YOUR INSTRUCTIONS | Across the data below, how many lines have the word "Pines" in them? Give the number and nothing else.

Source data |
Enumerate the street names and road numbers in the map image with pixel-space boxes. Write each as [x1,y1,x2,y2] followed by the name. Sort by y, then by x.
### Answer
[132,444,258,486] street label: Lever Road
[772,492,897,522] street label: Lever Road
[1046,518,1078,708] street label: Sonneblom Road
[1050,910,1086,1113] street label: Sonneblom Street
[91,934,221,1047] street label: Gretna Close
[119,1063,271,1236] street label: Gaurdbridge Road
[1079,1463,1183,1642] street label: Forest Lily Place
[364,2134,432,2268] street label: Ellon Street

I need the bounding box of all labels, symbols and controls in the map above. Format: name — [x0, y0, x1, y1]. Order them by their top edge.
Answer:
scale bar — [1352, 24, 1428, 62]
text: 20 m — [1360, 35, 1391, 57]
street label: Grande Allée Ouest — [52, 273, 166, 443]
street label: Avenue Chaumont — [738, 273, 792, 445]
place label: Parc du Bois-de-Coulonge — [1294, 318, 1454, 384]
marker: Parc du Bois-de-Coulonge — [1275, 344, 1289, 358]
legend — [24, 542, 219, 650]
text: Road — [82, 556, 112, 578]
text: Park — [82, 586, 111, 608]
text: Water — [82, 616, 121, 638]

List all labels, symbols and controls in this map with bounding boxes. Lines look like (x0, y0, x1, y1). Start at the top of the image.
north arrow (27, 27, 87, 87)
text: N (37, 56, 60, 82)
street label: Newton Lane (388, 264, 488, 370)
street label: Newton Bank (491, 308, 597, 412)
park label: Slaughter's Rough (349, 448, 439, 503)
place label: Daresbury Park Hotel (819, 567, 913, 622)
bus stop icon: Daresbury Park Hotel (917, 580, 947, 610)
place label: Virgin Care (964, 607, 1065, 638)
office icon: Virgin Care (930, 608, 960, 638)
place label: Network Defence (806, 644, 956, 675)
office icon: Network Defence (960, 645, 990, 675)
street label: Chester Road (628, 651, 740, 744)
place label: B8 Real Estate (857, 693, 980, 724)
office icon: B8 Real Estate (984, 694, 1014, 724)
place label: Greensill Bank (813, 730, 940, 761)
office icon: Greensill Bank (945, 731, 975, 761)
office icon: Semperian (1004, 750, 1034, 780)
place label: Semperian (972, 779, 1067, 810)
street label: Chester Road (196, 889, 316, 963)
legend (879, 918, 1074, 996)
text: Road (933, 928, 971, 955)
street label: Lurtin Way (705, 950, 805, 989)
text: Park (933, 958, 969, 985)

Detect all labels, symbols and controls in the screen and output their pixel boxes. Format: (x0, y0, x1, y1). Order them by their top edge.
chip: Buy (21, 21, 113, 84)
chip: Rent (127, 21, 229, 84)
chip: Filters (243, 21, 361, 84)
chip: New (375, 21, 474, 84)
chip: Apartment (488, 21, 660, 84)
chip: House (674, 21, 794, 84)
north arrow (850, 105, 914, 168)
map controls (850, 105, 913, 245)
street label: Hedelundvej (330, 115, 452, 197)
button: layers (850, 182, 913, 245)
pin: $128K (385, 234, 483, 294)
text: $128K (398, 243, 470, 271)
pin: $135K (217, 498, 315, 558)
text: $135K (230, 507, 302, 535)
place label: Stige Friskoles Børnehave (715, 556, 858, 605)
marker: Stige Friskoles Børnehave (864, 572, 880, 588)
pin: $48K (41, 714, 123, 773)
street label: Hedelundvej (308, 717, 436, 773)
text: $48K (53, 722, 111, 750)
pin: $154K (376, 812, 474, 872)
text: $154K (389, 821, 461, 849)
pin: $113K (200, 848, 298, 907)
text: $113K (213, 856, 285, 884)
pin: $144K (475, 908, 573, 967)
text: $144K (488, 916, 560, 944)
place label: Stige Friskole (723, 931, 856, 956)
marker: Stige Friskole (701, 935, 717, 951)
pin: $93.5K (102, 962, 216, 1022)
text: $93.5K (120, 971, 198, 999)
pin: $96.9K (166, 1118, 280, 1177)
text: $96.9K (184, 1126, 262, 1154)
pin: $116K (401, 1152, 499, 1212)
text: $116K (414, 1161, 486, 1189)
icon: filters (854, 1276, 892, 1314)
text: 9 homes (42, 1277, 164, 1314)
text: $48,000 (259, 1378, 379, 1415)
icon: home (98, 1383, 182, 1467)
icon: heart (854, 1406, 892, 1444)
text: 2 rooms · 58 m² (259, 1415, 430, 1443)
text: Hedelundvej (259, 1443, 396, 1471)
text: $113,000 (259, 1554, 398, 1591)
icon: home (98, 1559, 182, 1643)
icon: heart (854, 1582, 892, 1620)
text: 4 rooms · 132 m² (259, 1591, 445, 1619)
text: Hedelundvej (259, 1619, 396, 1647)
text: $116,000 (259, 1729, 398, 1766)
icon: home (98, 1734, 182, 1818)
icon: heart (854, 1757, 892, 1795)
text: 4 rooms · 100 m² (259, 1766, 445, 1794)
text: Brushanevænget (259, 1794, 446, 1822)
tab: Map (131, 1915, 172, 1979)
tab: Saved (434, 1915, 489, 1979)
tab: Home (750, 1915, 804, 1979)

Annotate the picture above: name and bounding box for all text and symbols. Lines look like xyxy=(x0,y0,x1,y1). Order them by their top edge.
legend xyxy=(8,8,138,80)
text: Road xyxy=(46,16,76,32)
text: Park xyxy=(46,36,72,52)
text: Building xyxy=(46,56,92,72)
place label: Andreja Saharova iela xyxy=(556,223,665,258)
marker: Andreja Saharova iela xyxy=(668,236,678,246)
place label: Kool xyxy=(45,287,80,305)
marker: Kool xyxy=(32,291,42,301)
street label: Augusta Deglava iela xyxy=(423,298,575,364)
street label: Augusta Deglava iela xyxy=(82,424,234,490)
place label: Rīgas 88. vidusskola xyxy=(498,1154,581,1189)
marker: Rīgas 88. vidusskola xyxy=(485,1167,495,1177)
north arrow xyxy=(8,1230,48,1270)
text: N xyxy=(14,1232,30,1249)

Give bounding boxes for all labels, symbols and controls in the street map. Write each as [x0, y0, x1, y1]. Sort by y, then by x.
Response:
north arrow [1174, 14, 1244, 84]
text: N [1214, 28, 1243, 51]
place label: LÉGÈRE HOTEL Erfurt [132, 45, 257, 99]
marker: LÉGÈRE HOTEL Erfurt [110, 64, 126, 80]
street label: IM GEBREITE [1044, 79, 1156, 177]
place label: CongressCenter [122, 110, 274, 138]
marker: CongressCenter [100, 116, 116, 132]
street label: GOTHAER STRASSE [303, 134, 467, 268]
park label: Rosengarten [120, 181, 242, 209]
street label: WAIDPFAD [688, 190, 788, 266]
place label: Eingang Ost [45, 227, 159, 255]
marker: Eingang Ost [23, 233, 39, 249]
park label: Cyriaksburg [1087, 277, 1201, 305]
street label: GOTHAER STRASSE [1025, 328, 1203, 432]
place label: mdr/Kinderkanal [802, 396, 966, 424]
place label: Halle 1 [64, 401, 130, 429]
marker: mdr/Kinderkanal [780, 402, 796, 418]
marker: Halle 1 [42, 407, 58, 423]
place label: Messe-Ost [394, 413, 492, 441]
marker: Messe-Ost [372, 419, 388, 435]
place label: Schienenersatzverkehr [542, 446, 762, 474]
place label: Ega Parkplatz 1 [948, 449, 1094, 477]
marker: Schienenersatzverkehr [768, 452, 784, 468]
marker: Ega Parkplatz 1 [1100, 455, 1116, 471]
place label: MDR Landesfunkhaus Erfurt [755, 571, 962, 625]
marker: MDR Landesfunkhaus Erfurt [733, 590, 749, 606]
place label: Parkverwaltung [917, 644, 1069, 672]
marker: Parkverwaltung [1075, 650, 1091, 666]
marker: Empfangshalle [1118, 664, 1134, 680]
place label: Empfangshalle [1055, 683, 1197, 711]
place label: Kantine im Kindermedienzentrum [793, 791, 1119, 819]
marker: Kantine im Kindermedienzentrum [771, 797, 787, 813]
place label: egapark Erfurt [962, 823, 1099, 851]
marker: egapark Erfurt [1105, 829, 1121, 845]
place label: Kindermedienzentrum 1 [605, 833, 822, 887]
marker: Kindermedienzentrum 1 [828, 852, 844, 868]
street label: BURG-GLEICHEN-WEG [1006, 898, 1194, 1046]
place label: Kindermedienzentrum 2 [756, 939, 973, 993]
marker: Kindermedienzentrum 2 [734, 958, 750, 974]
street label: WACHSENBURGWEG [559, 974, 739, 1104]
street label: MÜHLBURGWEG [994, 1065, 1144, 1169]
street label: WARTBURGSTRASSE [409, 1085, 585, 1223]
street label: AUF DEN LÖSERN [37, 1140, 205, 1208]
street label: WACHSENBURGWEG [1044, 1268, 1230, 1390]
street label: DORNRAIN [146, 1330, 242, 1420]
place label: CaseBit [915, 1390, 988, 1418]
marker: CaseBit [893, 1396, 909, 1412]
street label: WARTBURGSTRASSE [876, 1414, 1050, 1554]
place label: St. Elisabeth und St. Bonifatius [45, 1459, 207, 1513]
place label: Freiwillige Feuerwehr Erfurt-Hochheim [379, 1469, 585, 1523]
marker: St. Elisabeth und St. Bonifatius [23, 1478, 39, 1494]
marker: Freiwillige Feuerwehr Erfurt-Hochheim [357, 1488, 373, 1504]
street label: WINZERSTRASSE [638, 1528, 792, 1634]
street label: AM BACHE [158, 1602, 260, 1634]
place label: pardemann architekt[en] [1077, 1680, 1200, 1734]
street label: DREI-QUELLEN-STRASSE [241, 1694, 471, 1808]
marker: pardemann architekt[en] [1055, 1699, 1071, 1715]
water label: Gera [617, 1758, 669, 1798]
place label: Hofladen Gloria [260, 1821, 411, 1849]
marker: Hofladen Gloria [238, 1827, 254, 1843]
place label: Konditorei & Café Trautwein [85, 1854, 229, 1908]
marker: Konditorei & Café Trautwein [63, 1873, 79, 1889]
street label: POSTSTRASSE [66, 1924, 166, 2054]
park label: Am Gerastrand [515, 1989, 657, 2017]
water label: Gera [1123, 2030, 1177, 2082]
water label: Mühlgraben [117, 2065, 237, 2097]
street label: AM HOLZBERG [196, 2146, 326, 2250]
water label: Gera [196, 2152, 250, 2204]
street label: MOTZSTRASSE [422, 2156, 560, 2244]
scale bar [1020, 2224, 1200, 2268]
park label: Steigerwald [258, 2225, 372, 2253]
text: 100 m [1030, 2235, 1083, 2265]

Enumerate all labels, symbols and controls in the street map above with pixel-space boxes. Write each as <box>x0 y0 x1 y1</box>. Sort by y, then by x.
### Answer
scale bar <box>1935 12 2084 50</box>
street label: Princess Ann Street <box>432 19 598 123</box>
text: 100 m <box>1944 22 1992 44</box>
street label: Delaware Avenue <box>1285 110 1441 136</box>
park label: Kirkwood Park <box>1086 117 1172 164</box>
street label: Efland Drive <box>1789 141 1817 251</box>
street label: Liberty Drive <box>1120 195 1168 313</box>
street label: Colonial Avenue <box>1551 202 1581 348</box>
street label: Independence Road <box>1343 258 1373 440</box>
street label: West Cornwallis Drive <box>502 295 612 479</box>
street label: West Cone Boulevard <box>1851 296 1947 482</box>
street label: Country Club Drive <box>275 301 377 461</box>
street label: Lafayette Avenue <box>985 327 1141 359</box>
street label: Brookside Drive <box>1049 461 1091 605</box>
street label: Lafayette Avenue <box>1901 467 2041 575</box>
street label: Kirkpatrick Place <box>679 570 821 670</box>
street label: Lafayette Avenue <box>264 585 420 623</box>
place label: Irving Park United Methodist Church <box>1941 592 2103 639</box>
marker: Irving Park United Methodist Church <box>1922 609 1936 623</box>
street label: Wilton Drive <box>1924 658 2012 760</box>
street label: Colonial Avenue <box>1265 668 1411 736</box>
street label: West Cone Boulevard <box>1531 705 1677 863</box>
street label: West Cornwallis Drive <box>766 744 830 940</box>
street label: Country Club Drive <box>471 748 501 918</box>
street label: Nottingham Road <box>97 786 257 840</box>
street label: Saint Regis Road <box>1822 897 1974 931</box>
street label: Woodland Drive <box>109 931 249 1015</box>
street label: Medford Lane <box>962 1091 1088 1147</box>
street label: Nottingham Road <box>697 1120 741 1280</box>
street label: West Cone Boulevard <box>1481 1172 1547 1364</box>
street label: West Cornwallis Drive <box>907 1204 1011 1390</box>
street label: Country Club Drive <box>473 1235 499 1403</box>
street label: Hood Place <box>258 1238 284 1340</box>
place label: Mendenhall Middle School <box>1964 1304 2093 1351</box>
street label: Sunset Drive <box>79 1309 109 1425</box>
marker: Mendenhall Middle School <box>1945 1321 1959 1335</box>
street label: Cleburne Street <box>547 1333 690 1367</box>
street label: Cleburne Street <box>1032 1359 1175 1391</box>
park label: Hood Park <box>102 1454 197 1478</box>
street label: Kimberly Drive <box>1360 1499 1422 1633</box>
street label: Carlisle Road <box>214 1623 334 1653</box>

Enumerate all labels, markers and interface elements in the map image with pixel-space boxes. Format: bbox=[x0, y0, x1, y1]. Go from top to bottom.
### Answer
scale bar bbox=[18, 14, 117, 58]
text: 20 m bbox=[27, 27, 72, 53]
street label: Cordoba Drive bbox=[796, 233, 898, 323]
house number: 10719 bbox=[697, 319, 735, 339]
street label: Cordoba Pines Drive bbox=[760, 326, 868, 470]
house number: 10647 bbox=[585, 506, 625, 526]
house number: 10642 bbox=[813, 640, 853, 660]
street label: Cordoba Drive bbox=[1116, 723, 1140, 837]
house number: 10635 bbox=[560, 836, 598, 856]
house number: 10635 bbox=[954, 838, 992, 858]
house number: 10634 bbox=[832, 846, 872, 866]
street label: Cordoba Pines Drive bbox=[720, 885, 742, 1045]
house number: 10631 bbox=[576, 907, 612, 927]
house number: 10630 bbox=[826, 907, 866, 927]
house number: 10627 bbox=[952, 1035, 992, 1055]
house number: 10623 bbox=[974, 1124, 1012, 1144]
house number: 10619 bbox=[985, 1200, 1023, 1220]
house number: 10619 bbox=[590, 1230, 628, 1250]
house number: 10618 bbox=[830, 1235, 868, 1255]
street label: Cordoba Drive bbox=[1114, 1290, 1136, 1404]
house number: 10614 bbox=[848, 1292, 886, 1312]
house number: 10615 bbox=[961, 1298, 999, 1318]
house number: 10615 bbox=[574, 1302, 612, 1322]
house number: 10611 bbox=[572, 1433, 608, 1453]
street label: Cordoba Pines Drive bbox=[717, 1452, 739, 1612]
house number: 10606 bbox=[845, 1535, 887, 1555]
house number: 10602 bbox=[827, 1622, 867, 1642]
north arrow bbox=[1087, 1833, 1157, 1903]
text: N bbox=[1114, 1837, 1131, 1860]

SOLUTION | 3